=== WHAT TO PRODUCE ===
Search the listing for the word "above". Copy every line where it is found.

=== EXCERPTED RECORDS ===
════════

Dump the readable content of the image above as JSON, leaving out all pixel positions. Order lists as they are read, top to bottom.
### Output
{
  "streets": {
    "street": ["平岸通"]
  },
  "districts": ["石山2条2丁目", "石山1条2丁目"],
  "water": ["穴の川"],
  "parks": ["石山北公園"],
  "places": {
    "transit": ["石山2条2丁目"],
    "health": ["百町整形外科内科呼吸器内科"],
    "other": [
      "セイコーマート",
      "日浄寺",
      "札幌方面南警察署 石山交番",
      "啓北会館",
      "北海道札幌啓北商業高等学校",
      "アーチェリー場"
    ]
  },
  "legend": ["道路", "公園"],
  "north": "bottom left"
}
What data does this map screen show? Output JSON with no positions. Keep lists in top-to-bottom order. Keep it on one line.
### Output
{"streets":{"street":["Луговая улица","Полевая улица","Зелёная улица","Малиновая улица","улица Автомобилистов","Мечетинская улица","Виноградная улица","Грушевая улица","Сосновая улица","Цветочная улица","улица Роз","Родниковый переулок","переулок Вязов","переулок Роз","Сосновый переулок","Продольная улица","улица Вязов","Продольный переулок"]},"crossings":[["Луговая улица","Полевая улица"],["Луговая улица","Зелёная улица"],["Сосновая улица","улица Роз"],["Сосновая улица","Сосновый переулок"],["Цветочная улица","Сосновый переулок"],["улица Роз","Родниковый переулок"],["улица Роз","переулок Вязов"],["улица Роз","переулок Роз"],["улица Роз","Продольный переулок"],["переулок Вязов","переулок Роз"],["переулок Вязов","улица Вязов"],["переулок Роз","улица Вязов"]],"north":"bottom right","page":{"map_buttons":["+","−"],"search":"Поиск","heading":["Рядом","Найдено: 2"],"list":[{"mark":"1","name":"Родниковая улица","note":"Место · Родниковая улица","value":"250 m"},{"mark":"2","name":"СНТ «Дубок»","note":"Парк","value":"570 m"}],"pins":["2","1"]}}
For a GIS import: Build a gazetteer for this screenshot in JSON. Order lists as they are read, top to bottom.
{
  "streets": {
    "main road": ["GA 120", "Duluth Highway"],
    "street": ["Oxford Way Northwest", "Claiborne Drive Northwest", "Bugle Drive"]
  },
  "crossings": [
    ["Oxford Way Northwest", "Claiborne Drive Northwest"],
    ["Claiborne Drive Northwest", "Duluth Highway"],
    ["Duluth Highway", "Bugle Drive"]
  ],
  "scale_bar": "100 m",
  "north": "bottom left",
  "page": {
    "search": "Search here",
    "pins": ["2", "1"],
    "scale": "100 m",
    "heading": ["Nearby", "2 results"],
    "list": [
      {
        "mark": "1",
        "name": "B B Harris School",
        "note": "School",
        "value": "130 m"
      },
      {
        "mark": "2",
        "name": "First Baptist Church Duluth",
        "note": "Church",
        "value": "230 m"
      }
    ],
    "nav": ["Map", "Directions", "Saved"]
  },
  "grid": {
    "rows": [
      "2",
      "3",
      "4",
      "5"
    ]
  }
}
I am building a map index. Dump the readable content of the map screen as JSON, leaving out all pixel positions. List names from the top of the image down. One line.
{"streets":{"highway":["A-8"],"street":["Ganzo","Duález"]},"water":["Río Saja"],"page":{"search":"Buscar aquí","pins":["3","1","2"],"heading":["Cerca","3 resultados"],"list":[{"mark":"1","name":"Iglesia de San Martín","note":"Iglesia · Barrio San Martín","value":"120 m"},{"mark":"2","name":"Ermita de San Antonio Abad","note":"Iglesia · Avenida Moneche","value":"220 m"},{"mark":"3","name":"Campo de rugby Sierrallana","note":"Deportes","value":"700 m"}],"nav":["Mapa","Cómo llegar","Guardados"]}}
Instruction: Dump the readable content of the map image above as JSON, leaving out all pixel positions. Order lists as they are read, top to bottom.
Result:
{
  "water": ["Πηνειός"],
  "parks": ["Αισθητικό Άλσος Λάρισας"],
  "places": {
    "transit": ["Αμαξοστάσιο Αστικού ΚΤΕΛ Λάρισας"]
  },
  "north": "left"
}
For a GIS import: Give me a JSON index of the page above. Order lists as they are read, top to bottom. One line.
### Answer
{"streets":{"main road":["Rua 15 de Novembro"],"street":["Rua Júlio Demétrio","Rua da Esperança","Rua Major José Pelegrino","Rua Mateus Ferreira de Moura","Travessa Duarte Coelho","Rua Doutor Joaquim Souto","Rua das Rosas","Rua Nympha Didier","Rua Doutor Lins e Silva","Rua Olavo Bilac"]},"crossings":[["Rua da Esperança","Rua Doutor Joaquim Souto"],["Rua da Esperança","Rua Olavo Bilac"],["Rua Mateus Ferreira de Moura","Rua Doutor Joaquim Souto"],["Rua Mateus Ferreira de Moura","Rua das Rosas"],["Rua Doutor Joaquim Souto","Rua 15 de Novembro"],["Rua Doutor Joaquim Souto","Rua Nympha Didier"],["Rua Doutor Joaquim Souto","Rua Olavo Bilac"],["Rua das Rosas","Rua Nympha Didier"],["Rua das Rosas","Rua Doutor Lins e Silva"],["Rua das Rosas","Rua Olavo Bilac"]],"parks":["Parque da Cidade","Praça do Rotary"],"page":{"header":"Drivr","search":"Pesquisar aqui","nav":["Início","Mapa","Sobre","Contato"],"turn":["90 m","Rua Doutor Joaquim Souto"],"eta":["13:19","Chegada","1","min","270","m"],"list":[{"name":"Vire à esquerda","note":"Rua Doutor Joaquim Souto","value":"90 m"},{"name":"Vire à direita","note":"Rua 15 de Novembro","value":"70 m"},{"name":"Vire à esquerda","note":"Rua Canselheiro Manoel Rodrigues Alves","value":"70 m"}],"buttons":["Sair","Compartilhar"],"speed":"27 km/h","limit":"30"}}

════════

=== RESPONSE BELOW ===
Dump the readable content of the image above as JSON, leaving out all pixel positions. Order lists as they are read, top to bottom.
Instruction: Dump the readable content of the map image above as JSON, leaving out all pixel positions. Order lists as they are read, top to bottom.
For a GIS import: Give me a JSON index of the page above. Order lists as they are read, top to bottom. One line.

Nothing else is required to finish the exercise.